= TO DO =
The entries below are to be transcribed in full, without their images.

----

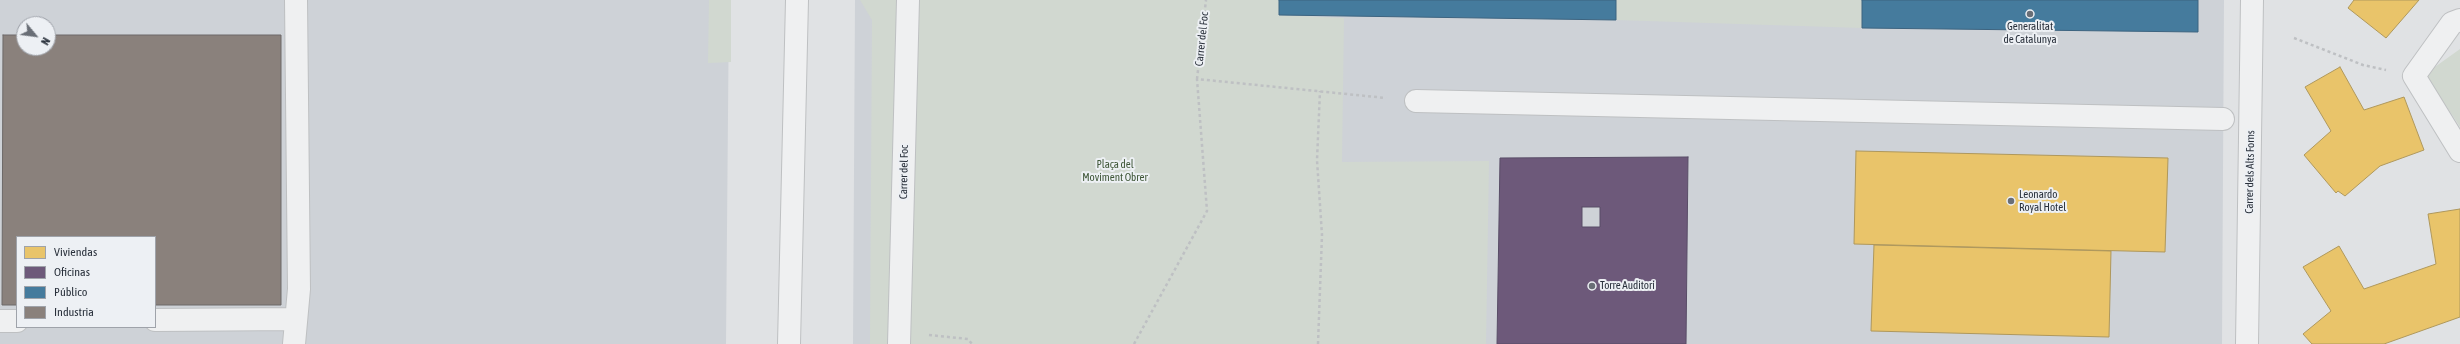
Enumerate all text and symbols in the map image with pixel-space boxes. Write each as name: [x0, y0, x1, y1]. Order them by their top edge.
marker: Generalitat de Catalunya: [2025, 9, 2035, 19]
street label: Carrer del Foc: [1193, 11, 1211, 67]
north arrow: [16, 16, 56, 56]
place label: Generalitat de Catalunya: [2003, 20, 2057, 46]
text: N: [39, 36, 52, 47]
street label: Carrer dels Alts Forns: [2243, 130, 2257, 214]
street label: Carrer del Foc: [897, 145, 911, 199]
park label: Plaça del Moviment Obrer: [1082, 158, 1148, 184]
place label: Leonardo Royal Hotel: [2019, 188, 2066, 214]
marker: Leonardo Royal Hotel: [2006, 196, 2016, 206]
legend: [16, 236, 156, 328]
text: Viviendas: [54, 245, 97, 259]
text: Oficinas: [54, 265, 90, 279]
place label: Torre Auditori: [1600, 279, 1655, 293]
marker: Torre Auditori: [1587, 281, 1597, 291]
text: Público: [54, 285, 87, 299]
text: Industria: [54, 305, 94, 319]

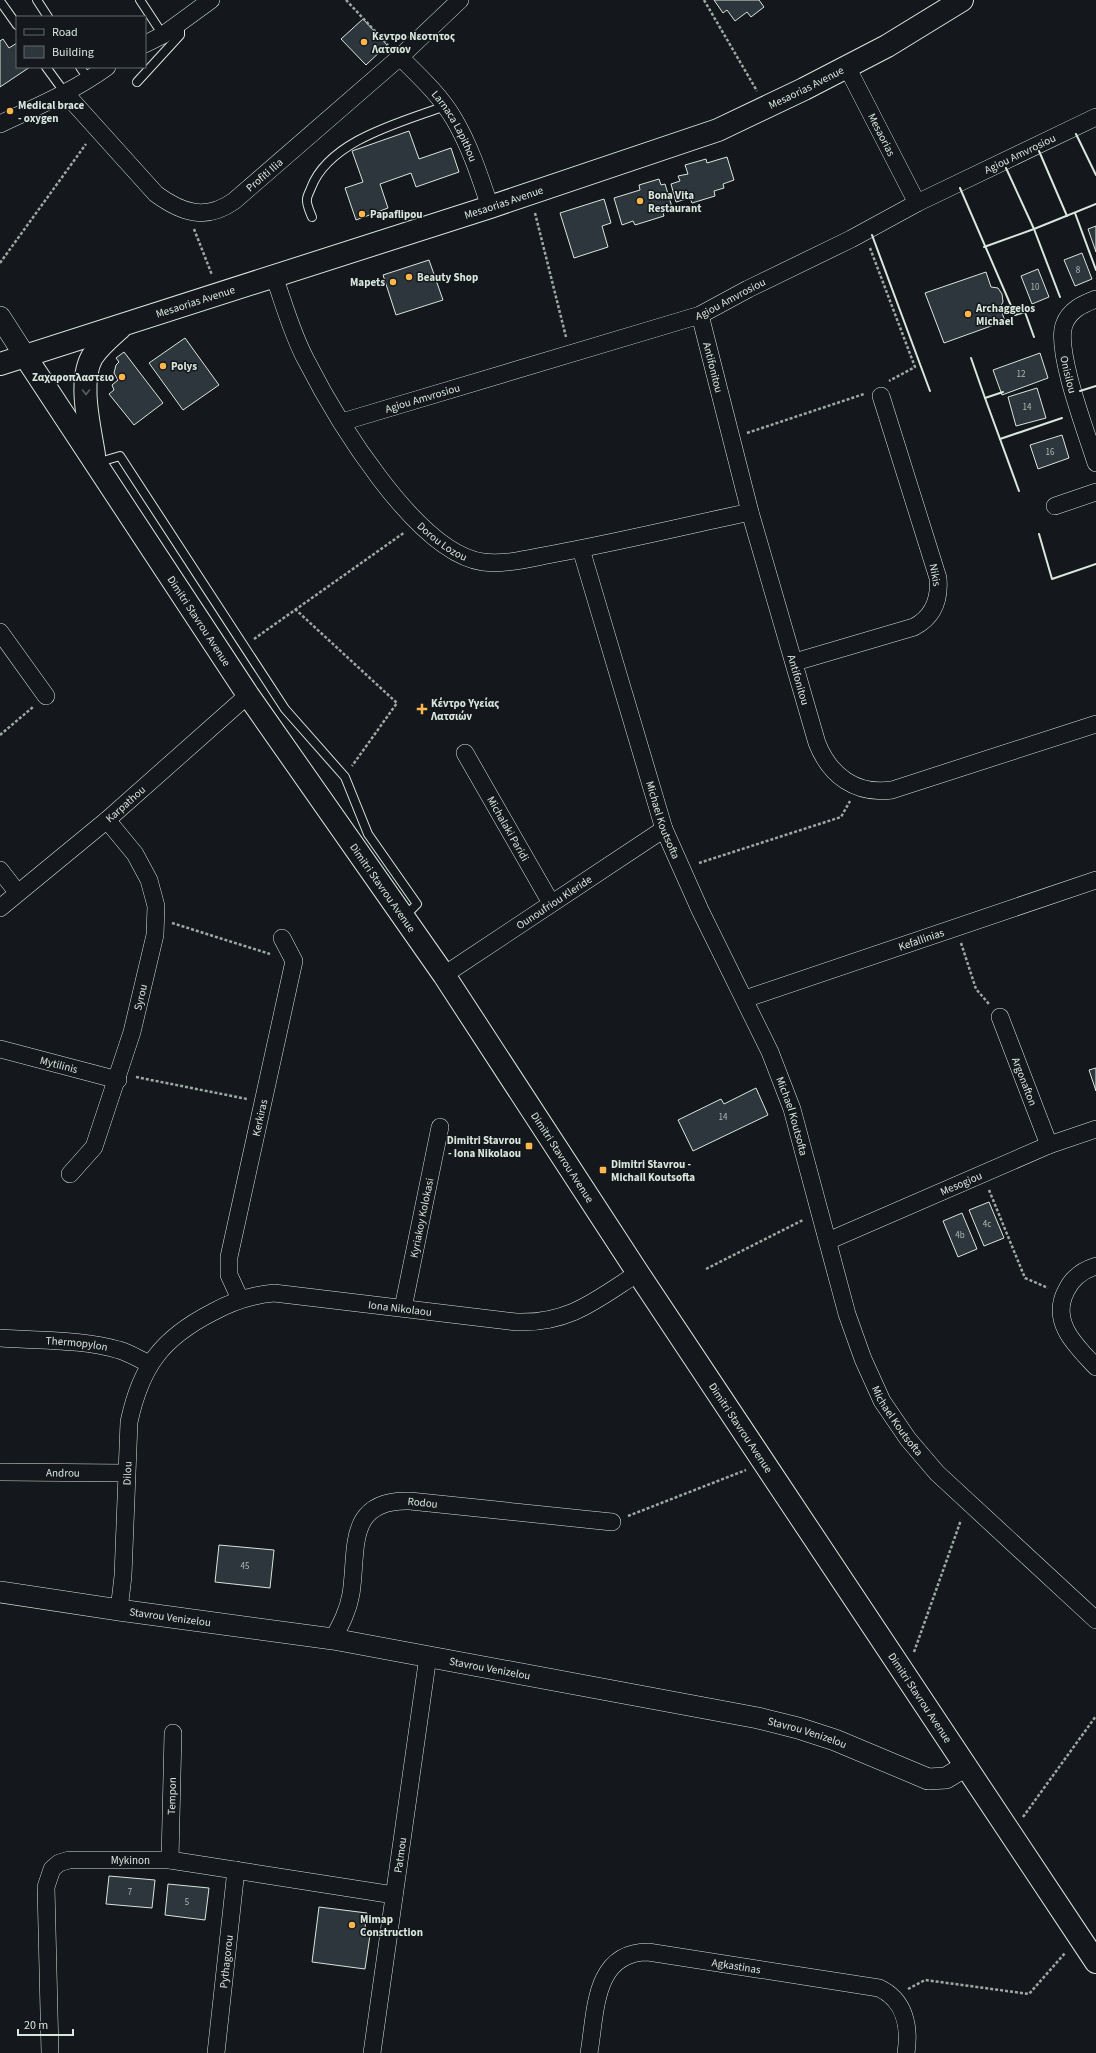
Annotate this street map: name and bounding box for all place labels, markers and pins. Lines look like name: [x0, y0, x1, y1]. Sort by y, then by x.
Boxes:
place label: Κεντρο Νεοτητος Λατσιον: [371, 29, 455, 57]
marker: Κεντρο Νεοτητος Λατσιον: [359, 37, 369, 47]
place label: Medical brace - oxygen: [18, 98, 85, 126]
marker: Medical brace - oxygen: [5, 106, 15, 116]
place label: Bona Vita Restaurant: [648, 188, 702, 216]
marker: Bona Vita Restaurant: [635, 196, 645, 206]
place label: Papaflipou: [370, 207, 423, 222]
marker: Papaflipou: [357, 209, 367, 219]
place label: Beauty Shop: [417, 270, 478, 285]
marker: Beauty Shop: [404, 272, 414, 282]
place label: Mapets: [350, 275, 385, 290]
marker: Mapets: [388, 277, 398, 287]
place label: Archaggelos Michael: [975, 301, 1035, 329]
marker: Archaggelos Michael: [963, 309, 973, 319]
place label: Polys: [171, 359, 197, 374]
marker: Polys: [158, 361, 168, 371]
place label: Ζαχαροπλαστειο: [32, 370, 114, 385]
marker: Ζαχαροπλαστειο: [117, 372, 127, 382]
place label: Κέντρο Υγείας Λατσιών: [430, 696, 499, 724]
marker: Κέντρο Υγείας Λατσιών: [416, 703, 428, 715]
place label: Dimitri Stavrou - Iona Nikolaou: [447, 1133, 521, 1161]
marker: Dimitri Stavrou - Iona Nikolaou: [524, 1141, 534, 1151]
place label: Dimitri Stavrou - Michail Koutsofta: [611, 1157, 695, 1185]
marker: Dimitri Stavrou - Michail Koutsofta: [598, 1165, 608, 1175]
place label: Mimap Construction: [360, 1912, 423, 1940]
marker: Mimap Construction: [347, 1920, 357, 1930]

----

= ANSWER TO THE PROBLEM =
Enumerate all text and symbols in the map image with pixel-space boxes. Write each as name: [x0, y0, x1, y1]. Order them by their top edge.
marker: Generalitat de Catalunya: [2025, 9, 2035, 19]
street label: Carrer del Foc: [1193, 11, 1211, 67]
north arrow: [16, 16, 56, 56]
place label: Generalitat de Catalunya: [2003, 20, 2057, 46]
text: N: [39, 36, 52, 47]
street label: Carrer dels Alts Forns: [2243, 130, 2257, 214]
street label: Carrer del Foc: [897, 145, 911, 199]
park label: Plaça del Moviment Obrer: [1082, 158, 1148, 184]
place label: Leonardo Royal Hotel: [2019, 188, 2066, 214]
marker: Leonardo Royal Hotel: [2006, 196, 2016, 206]
legend: [16, 236, 156, 328]
text: Viviendas: [54, 245, 97, 259]
text: Oficinas: [54, 265, 90, 279]
place label: Torre Auditori: [1600, 279, 1655, 293]
marker: Torre Auditori: [1587, 281, 1597, 291]
text: Público: [54, 285, 87, 299]
text: Industria: [54, 305, 94, 319]

Annotate this street map: name and bounding box for all place labels, markers and pins. Lines look like name: [x0, y0, x1, y1]. Sort by y, then by x.
Boxes:
place label: Κεντρο Νεοτητος Λατσιον: [371, 29, 455, 57]
marker: Κεντρο Νεοτητος Λατσιον: [359, 37, 369, 47]
place label: Medical brace - oxygen: [18, 98, 85, 126]
marker: Medical brace - oxygen: [5, 106, 15, 116]
place label: Bona Vita Restaurant: [648, 188, 702, 216]
marker: Bona Vita Restaurant: [635, 196, 645, 206]
place label: Papaflipou: [370, 207, 423, 222]
marker: Papaflipou: [357, 209, 367, 219]
place label: Beauty Shop: [417, 270, 478, 285]
marker: Beauty Shop: [404, 272, 414, 282]
place label: Mapets: [350, 275, 385, 290]
marker: Mapets: [388, 277, 398, 287]
place label: Archaggelos Michael: [975, 301, 1035, 329]
marker: Archaggelos Michael: [963, 309, 973, 319]
place label: Polys: [171, 359, 197, 374]
marker: Polys: [158, 361, 168, 371]
place label: Ζαχαροπλαστειο: [32, 370, 114, 385]
marker: Ζαχαροπλαστειο: [117, 372, 127, 382]
place label: Κέντρο Υγείας Λατσιών: [430, 696, 499, 724]
marker: Κέντρο Υγείας Λατσιών: [416, 703, 428, 715]
place label: Dimitri Stavrou - Iona Nikolaou: [447, 1133, 521, 1161]
marker: Dimitri Stavrou - Iona Nikolaou: [524, 1141, 534, 1151]
place label: Dimitri Stavrou - Michail Koutsofta: [611, 1157, 695, 1185]
marker: Dimitri Stavrou - Michail Koutsofta: [598, 1165, 608, 1175]
place label: Mimap Construction: [360, 1912, 423, 1940]
marker: Mimap Construction: [347, 1920, 357, 1930]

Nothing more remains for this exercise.